The underlying reality is more complicated. Even when wrapped in a “school-safe” interface, these tools are driven by the same powerful base models, which can behave unpredictably, especially during long or emotionally complex conversations. Research and real-world testing consistently show that AI guardrails often degrade over time, but educational AI can behave inappropriately immediately, even with simple, child-friendly prompts.
For example, in one LAUSD classroom, a fourth-grade student was asked to generate images based on basic character traits from a well-known children’s story. The student entered harmless descriptors like “red pigtails that stick out” and “long stockings,” yet instead of producing images resembling the intended child character, the platform generated highly sexualized adult imagery. This happened on the first prompt, with no extended dialogue or coaxing.
Most K-12 students have their own district-issued device with access to AI systems capable of doing almost anything they ask. These kids have devices on their desks during the school day and bring them home at night. Most parents have no idea that their child’s school-issued device has access to these tools, or that they are using them. And once kids realize the depth of what these tools can do, they will use them. My teenage clients are — both to complete their difficult assignments and for emotional connection.
A national survey by the Center for Democracy and Technology found a strong correlation between school-based AI integration and students viewing AI as a friend or romantic partner.

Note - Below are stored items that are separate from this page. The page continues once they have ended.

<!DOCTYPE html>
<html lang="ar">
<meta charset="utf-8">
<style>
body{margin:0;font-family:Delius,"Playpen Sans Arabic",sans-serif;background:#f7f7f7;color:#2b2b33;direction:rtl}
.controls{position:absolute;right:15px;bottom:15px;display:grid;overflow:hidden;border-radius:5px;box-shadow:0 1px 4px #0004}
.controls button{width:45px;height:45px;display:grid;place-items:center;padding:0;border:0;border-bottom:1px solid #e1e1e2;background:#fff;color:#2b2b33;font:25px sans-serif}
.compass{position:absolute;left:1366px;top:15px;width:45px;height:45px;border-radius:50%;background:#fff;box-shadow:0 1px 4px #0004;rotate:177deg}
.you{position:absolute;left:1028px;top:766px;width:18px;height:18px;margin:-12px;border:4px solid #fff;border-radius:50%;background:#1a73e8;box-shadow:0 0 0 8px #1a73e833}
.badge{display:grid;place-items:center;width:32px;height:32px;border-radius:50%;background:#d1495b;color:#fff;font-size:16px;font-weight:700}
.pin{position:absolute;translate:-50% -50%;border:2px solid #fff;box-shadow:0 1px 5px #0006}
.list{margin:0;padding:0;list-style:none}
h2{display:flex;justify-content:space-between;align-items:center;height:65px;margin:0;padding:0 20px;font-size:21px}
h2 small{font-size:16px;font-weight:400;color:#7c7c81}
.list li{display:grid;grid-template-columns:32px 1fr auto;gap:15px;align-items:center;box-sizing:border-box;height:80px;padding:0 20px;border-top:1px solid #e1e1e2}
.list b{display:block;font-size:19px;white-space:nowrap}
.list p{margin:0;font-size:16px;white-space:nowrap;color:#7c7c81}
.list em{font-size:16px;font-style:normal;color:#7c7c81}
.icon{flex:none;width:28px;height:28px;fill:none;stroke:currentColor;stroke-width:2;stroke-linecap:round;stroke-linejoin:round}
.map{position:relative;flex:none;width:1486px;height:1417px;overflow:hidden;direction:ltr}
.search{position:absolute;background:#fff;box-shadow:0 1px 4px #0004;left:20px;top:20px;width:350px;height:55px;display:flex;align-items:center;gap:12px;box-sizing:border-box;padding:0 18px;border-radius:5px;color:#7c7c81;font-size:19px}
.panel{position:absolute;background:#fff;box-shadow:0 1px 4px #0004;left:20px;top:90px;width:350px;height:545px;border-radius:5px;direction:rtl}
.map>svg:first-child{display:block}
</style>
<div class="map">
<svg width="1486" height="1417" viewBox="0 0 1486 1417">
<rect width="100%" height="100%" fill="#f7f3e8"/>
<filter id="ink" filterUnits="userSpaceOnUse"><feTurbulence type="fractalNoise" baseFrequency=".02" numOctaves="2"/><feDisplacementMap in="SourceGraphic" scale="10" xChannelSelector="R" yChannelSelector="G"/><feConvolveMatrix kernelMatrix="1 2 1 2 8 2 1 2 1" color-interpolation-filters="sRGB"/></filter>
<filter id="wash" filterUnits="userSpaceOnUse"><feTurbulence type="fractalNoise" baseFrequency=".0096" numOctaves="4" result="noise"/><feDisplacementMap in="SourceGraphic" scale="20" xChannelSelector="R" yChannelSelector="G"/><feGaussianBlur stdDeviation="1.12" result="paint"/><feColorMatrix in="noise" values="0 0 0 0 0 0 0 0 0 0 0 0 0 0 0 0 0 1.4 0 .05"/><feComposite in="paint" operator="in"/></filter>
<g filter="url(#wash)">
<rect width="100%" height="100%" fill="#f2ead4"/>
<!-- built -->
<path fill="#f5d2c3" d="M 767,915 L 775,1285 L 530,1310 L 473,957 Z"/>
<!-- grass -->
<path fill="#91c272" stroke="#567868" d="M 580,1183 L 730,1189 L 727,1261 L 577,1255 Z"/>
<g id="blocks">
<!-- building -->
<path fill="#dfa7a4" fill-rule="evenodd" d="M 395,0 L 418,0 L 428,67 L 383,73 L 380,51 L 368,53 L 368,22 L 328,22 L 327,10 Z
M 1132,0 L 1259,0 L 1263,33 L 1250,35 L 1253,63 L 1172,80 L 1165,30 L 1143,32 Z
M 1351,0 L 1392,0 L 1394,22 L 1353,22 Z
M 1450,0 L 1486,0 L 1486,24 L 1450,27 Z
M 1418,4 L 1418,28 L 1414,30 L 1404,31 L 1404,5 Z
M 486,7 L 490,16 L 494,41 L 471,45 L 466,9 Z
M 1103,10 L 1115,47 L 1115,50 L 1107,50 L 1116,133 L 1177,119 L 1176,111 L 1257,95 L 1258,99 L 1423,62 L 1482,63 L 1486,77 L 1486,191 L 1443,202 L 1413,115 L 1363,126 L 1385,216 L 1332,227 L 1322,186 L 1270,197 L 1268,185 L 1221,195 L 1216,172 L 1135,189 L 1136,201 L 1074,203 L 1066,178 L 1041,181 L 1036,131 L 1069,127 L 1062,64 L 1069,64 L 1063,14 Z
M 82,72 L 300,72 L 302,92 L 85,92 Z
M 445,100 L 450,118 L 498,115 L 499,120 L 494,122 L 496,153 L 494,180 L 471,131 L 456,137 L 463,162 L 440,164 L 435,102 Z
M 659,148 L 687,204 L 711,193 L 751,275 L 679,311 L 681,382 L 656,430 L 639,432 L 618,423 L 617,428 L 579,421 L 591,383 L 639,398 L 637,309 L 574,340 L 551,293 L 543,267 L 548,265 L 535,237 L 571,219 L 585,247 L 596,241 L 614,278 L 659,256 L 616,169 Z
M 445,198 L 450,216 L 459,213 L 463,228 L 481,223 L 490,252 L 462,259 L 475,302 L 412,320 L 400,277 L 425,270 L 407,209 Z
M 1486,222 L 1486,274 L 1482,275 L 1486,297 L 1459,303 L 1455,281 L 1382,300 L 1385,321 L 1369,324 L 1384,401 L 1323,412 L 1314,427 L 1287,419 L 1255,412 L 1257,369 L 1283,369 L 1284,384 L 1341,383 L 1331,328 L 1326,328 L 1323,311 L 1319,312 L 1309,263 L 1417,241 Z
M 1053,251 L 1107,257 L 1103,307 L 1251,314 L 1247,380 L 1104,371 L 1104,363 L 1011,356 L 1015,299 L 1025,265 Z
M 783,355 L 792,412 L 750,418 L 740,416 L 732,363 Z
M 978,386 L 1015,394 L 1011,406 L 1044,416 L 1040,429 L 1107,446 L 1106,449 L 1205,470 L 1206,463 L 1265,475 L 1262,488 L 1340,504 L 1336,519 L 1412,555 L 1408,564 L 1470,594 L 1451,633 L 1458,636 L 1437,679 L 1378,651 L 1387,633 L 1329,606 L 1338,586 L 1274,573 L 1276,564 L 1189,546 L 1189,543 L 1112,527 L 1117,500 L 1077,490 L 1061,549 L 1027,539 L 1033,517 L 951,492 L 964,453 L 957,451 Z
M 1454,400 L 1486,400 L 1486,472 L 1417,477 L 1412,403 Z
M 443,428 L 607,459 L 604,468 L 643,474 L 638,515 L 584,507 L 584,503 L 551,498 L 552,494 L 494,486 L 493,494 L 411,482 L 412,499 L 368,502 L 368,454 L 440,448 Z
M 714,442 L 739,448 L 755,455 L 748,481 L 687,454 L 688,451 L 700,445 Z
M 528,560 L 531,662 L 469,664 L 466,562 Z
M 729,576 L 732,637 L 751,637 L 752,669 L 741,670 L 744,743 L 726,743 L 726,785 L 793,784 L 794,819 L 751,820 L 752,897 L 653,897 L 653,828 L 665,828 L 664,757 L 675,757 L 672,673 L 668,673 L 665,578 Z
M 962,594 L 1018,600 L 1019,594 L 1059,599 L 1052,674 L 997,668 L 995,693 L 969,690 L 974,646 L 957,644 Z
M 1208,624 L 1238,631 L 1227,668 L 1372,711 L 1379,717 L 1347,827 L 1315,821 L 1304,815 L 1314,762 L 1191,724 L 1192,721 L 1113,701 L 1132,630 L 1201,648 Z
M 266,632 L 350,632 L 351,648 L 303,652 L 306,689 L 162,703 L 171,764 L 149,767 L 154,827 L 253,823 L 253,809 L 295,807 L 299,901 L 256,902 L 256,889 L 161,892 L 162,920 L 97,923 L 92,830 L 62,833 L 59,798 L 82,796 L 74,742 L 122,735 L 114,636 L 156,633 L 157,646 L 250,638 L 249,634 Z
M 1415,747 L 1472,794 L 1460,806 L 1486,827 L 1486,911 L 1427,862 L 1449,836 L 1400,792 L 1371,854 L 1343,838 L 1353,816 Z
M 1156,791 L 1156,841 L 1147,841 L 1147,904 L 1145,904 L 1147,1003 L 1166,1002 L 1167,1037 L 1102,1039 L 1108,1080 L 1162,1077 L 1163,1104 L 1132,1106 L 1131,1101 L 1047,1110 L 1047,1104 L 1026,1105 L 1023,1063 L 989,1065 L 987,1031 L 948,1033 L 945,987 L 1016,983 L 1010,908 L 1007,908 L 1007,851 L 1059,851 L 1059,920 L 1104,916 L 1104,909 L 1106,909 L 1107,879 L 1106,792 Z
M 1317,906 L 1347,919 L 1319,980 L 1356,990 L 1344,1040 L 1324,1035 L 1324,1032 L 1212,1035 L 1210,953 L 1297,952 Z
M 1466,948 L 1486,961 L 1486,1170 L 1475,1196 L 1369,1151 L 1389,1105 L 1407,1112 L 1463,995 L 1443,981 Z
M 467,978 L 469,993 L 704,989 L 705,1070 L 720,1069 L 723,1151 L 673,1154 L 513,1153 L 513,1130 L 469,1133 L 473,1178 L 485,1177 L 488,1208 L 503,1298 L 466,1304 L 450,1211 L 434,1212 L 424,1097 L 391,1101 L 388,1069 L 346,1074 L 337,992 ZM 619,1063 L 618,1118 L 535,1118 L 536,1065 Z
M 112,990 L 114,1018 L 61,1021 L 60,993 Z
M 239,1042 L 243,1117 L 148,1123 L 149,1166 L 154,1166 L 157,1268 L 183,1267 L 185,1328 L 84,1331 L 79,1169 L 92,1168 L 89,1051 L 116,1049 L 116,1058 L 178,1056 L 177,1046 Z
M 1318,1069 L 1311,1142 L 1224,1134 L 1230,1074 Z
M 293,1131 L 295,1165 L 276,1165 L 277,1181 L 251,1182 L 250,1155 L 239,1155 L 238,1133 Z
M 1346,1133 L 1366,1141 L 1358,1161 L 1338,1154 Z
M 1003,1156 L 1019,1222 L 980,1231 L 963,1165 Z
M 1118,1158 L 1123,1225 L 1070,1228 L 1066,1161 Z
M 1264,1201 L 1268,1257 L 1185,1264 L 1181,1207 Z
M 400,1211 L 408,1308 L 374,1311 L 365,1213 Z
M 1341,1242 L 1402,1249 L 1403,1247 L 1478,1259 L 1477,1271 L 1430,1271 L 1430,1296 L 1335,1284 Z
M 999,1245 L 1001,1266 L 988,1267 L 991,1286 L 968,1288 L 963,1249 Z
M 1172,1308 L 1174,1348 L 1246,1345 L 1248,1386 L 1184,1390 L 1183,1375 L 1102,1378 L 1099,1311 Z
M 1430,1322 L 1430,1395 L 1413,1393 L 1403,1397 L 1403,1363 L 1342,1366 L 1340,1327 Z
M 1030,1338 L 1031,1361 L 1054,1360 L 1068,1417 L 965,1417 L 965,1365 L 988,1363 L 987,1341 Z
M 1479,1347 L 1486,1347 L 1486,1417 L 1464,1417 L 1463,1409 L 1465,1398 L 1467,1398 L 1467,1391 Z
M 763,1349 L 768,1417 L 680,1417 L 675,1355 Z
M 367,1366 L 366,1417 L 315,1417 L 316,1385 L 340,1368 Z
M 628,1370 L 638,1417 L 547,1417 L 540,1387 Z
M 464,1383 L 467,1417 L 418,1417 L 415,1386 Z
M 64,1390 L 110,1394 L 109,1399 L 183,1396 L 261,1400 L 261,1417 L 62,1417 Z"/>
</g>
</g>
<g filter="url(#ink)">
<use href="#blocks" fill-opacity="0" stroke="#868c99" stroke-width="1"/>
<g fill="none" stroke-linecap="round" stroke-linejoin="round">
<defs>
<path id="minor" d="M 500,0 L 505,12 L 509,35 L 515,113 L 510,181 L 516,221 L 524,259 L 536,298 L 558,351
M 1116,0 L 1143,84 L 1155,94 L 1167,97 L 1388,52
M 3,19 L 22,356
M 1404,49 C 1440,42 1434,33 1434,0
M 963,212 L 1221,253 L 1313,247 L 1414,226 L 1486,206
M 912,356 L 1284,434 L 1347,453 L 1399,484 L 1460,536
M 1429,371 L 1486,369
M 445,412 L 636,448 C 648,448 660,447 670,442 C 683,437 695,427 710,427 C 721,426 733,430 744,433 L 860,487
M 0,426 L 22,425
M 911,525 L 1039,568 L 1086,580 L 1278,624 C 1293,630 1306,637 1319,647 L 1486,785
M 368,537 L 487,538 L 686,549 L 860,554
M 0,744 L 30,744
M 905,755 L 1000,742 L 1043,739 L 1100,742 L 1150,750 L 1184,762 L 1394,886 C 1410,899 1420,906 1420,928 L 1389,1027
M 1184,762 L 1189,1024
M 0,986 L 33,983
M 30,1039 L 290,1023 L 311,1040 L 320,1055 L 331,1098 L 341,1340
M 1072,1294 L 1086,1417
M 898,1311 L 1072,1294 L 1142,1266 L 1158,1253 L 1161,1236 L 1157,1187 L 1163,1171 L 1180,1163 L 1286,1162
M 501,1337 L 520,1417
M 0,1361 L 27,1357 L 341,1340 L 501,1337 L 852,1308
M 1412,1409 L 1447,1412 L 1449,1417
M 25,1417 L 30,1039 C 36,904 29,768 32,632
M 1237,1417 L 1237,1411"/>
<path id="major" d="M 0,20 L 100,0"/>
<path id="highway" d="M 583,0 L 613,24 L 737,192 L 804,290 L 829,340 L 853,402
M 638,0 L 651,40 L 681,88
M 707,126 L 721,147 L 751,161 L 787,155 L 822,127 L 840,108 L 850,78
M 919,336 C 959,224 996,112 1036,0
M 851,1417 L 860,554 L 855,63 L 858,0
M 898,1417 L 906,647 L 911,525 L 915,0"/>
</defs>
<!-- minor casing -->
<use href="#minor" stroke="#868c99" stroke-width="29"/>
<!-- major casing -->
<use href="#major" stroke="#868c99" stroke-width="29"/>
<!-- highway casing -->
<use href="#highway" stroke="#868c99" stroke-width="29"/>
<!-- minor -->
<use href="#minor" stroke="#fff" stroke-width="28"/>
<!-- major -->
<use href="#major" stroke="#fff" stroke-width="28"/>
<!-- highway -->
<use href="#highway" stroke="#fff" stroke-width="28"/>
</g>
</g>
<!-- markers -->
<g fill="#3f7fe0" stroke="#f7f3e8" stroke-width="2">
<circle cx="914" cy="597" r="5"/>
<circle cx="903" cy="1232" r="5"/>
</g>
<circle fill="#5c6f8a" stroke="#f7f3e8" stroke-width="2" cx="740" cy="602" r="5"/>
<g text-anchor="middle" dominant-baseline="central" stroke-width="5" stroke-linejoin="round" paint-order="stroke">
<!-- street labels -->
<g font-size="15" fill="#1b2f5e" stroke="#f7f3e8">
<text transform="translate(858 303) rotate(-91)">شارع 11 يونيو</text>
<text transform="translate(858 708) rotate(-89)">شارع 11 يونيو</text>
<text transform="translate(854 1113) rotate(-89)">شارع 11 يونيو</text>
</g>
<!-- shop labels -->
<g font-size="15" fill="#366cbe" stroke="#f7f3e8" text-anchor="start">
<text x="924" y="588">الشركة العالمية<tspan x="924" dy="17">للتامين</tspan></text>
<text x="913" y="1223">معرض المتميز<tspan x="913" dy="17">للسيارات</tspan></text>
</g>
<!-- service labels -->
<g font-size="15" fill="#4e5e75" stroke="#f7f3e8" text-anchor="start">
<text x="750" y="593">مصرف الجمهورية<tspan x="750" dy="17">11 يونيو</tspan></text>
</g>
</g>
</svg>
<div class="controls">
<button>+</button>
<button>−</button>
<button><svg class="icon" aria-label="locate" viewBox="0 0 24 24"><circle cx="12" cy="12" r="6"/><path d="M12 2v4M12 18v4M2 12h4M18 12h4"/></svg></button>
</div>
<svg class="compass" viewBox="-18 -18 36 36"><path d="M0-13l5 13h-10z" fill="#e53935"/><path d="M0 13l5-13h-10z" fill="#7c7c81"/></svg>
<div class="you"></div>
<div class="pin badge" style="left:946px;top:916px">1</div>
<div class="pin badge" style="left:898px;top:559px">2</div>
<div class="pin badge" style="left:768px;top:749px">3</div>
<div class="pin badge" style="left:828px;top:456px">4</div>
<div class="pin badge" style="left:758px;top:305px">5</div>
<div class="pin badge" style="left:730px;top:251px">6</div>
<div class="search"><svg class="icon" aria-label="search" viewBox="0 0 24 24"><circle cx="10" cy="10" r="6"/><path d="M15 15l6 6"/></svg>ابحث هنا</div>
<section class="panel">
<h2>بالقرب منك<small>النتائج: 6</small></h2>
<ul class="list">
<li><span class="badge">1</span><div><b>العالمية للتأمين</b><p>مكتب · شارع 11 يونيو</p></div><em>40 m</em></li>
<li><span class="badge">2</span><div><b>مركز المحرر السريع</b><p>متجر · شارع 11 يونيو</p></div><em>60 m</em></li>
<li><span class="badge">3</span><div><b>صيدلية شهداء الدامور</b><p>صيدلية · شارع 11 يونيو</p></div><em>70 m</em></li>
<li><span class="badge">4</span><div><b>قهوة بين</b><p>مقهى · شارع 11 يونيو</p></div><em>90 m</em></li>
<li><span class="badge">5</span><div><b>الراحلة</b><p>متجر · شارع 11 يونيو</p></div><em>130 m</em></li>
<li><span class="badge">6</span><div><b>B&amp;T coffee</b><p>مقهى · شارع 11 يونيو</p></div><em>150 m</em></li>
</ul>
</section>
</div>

What starts as academic use can quickly shift into seeking emotional support, relationship advice, or mental health guidance.

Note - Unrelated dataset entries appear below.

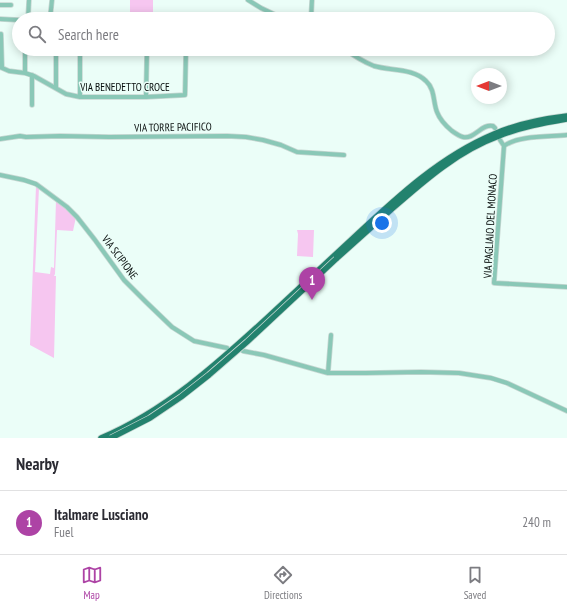 <!DOCTYPE html>
<style>
:root{--surface:#fff;--page:#f7f7f7;--text:#2b2b33;--muted:#7c7c81;--line:#e1e1e2;--accent:#ad43a5}
body{margin:0;font-family:"PT Sans Narrow",sans-serif;background:var(--page);color:var(--text)}
.compass{position:absolute;left:471px;top:68px;width:36px;height:36px;border-radius:50%;background:var(--surface);box-shadow:0 2px 10px #0003;rotate:270deg}
.you{position:absolute;left:382px;top:223px;width:14px;height:14px;margin:-10px;border:3px solid #fff;border-radius:50%;background:#1a73e8;box-shadow:0 0 0 6px #1a73e833}
.badge{display:grid;place-items:center;width:26px;height:26px;border-radius:50%;background:var(--accent);color:#fff;font-size:13px;font-weight:700}
.pin{position:absolute;translate:-50% -33px;filter:drop-shadow(0 1px 2px #0008)}
.pin::after{content:'';position:absolute;top:21px;width:14px;height:12px;background:inherit;clip-path:polygon(0 0,100% 0,50% 100%)}
.list{margin:0;padding:0;list-style:none}
h2{display:flex;justify-content:space-between;align-items:center;height:52px;margin:0;padding:0 16px;font-size:17px}
h2 small{font-size:13px;font-weight:400;color:var(--muted)}
.list li{display:grid;grid-template-columns:26px 1fr auto;gap:12px;align-items:center;box-sizing:border-box;height:64px;padding:0 16px;border-top:1px solid var(--line)}
.list b{display:block;font-size:15px;white-space:nowrap}
.list p{margin:0;font-size:13px;white-space:nowrap;color:var(--muted)}
.list em{font-size:13px;font-style:normal;color:var(--muted)}
.icon{flex:none;width:22px;height:22px;fill:none;stroke:currentColor;stroke-width:2;stroke-linecap:round;stroke-linejoin:round}
.map{position:relative;flex:none;width:567px;height:438px;overflow:hidden}
.search{position:absolute;background:var(--surface);box-shadow:0 2px 10px #0003;left:12px;right:12px;top:12px;height:44px;display:flex;align-items:center;gap:10px;box-sizing:border-box;padding:0 14px;border-radius:22px;color:var(--muted);font-size:15px}
.sheet{height:116px;background:var(--surface)}
nav{display:flex;justify-content:space-around;align-items:center;box-sizing:border-box;height:56px;border-top:1px solid var(--line);background:var(--surface);font-size:11px;color:var(--muted)}
nav a{display:grid;justify-items:center;gap:2px}
nav .on{color:var(--accent)}
.map>svg:first-child{display:block}
</style>
<div class="map">
<svg width="567" height="438" viewBox="0 0 567 438">
<rect width="100%" height="100%" fill="#ebfef8"/>
<path fill="#f6c6f0" d="M130 0H153V19H130Z
M36 186 39 188 35 272 50 274 51 267 54 268 56 200 76 217 73 231 57 230 55 274 54 276H56L54 358 30 345Z
M297 230H314L313 257 297 256 298 234Z"/>
<g fill="none" stroke-linecap="round" stroke-linejoin="round">
<g stroke="#c7d7d2" stroke-width="5.5">
<path id="minor" d="M248 0 261 8 284 19
M0 5H11
M0 19 19 20
M28 19 29 0
M50 19 52 0
M311 19 312 0
M1 34 2 68
M25 49V73
M80 49V97
M345 49C354 56 364 62 374 66 391 71 413 68 426 81 435 89 433 102 437 112 440 120 446 126 452 131 455 133 459 136 463 137 474 140 482 123 493 126L495 128
M0 67 9 71 25 73 34 76 66 94 80 97H146L185 95 186 49
M32 75V105
M56 88V49
M146 97 147 49
M0 139 20 136 26 137 60 136 109 137 227 136 246 137 263 140 281 145 297 152 344 155
M500 140 504 146
M504 146 494 283 567 287
M504 146C519 135 549 137 567 135
M0 175 24 180 36 184 67 207 77 217 95 240 124 280 146 302 172 327 194 341 227 348
M243 351 264 355 328 373H366L421 372 459 373 491 378 507 383 567 411
M328 373 331 335"/>
</g>
<g stroke="#c7d7d2" stroke-width="7">
<path id="highway" d="M336 259C355 242 374 225 393 208 425 180 458 151 499 136 521 127 544 123 567 119
M101 438C165 411 217 364 267 318 295 292 323 266 351 240 395 199 439 157 494 134 517 124 542 119 567 116"/>
</g>
<use href="#minor" stroke="#8ac8b7" stroke-width="4"/>
<use href="#highway" stroke="#23826e" stroke-width="5.5"/>
<g stroke="#c7d7d2" stroke-width="7" stroke-linecap="butt">
<path id="highway-bridge" d="M111 438 150 418 181 397 209 375 247 342 336 259"/>
</g>
<use href="#highway-bridge" stroke="#23826e" stroke-width="5.5"/>
</g>
<g text-anchor="middle" dominant-baseline="central" stroke-width="3" stroke-linejoin="round" paint-order="stroke">
<g font-size="11" fill="#070d0c" stroke="#ebfef8">
<text x="125" y="87">VIA BENEDETTO CROCE</text>
<text transform="translate(173 127) rotate(-1)">VIA TORRE PACIFICO</text>
<text transform="translate(490 226) rotate(-87)">VIA PAGLIAIO DEL MONACO</text>
<text transform="translate(120 257) rotate(53)">VIA SCIPIONE</text>
</g>
</g>
</svg>
<svg class="compass" viewBox="-18 -18 36 36"><path d="M0-13l5 13h-10z" fill="#e53935"/><path d="M0 13l5-13h-10z" fill="#7c7c81"/></svg>
<div class="you"></div>
<div class="pin badge" style="left:312px;top:300px">1</div>
<div class="search"><svg class="icon" aria-label="search" viewBox="0 0 24 24"><circle cx="10" cy="10" r="6"/><path d="M15 15l6 6"/></svg>Search here</div>
</div>
<section class="sheet">
<h2>Nearby<small></small></h2>
<ul class="list">
<li><span class="badge">1</span><div><b>Italmare Lusciano</b><p>Fuel</p></div><em>240 m</em></li>
</ul>
</section>
<nav>
<a class="on"><svg class="icon" aria-label="map" viewBox="0 0 24 24"><path d="M3 6l6-2 6 2 6-2v14l-6 2-6-2-6 2zM9 4v14M15 6v14"/></svg>Map</a>
<a><svg class="icon" aria-label="directions" viewBox="0 0 24 24"><path d="M12 3l9 9-9 9-9-9zM9 14v-3h6M13 9l2 2-2 2"/></svg>Directions</a>
<a><svg class="icon" aria-label="saved" viewBox="0 0 24 24"><path d="M7 4h10v16l-5-4-5 4z"/></svg>Saved</a>
</nav>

Students also reported feeling less bonded with their teachers when AI was used in class. Dr. Mitchell Prinstein, Chief Psychologist of the American Psychological Association explained the problem succinctly in his testimony to Congress this year: “Adolescents’ dependency on chatbots and screens, rather than positive interactions with human peers, deprives them of arguably the most important nutrient needed for a happy and successful life.”
These tools pose dire risks to children’s learning and wellbeing. Firstly, “companions” do not hold confidentiality. They collect data. They remember your confessions, your heartbreaks, your secrets — not in the privacy of a therapist’s notes, but in servers owned by for-profit companies.
An AI program cannot alert a parent that a child is self-harming. It cannot intervene when someone is spiraling. Earlier this year, in Orange County, 17-year-old Adam Raine took his life after an AI chatbot encouraged his darkest thoughts. He began using this bot for homework help. In Florida, 14-year-old Sewell Setzer III died by suicide after forming an intense emotional bond with a Character AI chatbot that encouraged him to “meet her in another dimension.” His mother now alleges that the company uses transcripts of his chats, those most intimate, distressing moments, to train newer versions of their system. These stories should shake every parent, educator, and policymaker into action.
It’s also worth mentioning the potential risks to learning. 70% of teachers worry that AI weakens critical thinking and research skills. Common Sense Media’s Senior Director of AI Programs Robert Torney stated, “These large language models aren’t necessarily optimized for the task of learning, which is slower (and) takes effort.”
We need friction to learn and grow. This takes real, human connection and a bit of struggle. Relationships are difficult. Learning is difficult. We risk replacing our essential, beautiful human struggle with a dangerous substitute. If we want to continue to thrive as a species, we cannot compromise our wellbeing, creativity and cognitive capacity for the sake of “innovation” or district convenience.
I am asking our schools to pause. The guardrails are not working. We cannot repeat the catastrophic mistakes we made with social media, where we allowed powerful platforms to shape, and in many cases damage, the development of our most biologically and psychologically vulnerable.
Big Tech and the federal government have shown they cannot be relied upon to protect children. My hope is that our schools can. Let’s put computers back in labs. Let’s teach technology in a dedicated tech class. And let’s remove devices with access to powerful, unpredictable AI tools from our children’s backpacks and bedrooms. Their wellbeing, their developing brains, and even their sense of reality depend on the choices we make right now.
Julie Frumin is a Licensed Marriage and Family Therapist in private practice in Westlake Village. She is a leader of Distraction-Free Schools CA and the Conejo Valley Chapter of MAMA (Mothers Against Media Addiction).